In our highly interconnected financial world, what happens in Europe, Greece, and Germany greatly affects our own bond and MBS markets.
There has been much discussion back and forth of who is to blame for the Greek crisis,
massive debts in other Southern Euro countries and what to do going
forward to solve this problem. First of all, I do lay some blame on
previous Greek governments for previous massive borrowing, government
corruption and also the Greek “elites” who find ways to not pay their
taxes. But, I put more blame the large Northern European bankers for this crisis for making these ill-advised loans
in the first place without proper due diligence. They (bankers) were
pushed for these loans by the very same German and other Northern Euro
governments themselves to prop up their own economies and banks’ balance
sheets by loaning billions to poorer Southern Euro countries to open up
newer markets for their own exports and profits.
Sound
familiar? (US mortgage crisis evolved with ill-advised home loans
pushed by wall street.) The “grand” answer from German officials is a
grand theory called "Austerity". It is a nice word and sounds
good in theory, but in economic practical use, Austerity during a period
of financial deleveraging, deflationary and shrinking GDP economic
current climate does NOT work. In fact a country’s debt-to-GDP ratio
rises rather than falls.

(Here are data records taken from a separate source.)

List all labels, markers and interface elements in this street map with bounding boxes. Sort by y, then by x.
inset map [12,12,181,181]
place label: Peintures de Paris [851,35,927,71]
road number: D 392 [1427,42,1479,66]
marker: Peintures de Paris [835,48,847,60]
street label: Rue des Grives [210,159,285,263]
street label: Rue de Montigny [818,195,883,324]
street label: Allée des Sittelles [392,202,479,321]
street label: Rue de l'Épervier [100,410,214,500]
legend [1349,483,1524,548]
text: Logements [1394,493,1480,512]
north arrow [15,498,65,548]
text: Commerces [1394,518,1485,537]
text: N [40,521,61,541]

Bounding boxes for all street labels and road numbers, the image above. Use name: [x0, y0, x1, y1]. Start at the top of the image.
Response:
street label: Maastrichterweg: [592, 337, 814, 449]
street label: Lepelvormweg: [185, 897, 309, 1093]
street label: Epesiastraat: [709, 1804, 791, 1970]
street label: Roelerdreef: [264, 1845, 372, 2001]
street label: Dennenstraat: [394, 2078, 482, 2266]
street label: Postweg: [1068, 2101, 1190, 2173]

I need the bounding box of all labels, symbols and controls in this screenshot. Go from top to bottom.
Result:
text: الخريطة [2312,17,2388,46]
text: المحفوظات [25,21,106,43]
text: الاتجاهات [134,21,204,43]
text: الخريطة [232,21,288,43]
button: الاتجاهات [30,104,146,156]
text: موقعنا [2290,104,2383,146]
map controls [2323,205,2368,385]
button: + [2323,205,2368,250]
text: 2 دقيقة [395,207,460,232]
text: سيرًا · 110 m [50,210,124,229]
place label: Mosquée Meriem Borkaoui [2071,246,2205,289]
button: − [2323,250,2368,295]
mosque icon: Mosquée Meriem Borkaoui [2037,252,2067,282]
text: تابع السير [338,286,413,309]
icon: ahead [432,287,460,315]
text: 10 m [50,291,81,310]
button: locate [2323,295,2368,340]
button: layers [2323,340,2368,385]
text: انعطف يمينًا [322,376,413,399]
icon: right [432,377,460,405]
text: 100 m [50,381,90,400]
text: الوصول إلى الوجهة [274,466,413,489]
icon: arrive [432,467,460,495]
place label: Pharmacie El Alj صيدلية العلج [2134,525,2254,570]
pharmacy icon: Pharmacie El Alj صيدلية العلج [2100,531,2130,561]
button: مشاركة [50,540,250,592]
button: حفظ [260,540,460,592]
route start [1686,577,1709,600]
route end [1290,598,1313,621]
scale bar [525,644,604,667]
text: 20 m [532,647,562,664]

Southern Europe’s countries now have falling
GDP’s, higher debt –to-GDP % and outright deflation and have “Austered”
themselves into a depression, resulting in mass unemployment, extensive
poverty, and falling confidence by their populations.
Germany and
other Northern European leaders must somehow come to
understand that the real threat today is not from economic issues for the EU, but from the political
unrest caused by the crushing burden of foreign debt, especially in
Southern Europe. This has led to new left wing political parties such as
Syriza Party in Greece and Podemos Party in Spain. It is not
too far-fetched to worry about far left wing polarization of Europe that
may eventually unwind the Euro itself. After all, The Syriza party in
Greece came out of nowhere and in only 2 to 3 years defeated the
establishment parties that have led Greece the past 40 years. This is a direct result of the austerity-induced economic
hardship in Greece. Without additional debt reduction or restructuring, the country will likely default on its
remaining obligations. The resulting financial contagion and political radicalization of left wing governments may spell the eventual
downfall of the EU itself.
Germany and other
Austerity minded officials all need to tone down rhetoric and admit
that the Greek bank debt forgiveness and extra bailout loans provided to
Greece so far have largely saved banks in Germany and other Northern EU
Banks via the back door, rather than actually helped either Greece or
Greek citizens themselves. The Greeks have received all the blame for
the crisis. While they do deserve some of it, Northern European bankers were also part of the problem. They should take a page out of our book in considering how they can be part of the solution.
Look back at our own US
Mortgage crisis and ill-advised mortgage loans fed by big banks, wall
street and bond rating agencies. In our case new programs HAMP, HARP,
FED policies and other programs helped millions of homeowners
restructure home debts and other forms of debts to keep even more
foreclosures from evolving. Not to mention the lower costs of other
streamlined refinances to lower debt burdens on millions others
homeowners via lower rates and longer fixed loan terms. What would have
happened here in the US if we took a similar route to European austerity? We barely have a recovery now. Would it have helped to punish underwater homeowners as opposed to work on programs like HARP and HAMP? Would we even have any recovery at all without that accommodation?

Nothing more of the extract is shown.